▼

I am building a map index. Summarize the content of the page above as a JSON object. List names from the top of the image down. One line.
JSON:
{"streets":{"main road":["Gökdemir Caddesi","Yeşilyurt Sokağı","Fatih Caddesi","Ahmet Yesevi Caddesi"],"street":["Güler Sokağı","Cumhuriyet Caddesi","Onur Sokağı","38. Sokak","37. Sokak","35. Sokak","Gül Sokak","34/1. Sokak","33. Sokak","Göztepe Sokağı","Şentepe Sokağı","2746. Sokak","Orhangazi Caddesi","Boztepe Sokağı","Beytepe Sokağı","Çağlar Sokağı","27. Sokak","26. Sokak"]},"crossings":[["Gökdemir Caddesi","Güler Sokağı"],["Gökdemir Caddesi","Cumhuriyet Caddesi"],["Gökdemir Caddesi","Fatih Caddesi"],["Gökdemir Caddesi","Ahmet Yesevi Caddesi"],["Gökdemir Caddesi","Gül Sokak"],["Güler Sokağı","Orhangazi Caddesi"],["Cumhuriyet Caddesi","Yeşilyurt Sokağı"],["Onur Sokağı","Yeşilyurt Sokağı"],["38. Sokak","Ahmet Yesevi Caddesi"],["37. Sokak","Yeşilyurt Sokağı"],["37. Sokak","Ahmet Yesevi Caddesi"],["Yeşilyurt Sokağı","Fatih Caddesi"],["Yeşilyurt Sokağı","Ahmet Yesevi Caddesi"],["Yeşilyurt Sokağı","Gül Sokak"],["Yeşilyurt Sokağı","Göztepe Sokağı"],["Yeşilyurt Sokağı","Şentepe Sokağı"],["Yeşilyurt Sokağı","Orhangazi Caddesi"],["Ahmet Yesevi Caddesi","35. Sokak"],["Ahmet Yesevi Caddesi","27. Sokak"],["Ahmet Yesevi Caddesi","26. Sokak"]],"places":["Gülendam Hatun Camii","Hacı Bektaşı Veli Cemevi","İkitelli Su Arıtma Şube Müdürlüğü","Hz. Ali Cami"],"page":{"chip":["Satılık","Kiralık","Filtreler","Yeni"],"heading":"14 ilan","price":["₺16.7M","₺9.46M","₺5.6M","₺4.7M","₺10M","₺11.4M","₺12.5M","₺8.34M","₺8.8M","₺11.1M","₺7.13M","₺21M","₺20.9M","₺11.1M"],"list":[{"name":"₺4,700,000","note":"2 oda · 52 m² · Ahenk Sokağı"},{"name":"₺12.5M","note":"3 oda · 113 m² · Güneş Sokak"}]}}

▲

■ TASK TO CARRY OUT ■
Scan the data above and state how many of its lines contain the string "JSON", with no other content.

■ WRITTEN RESPONSE ■
2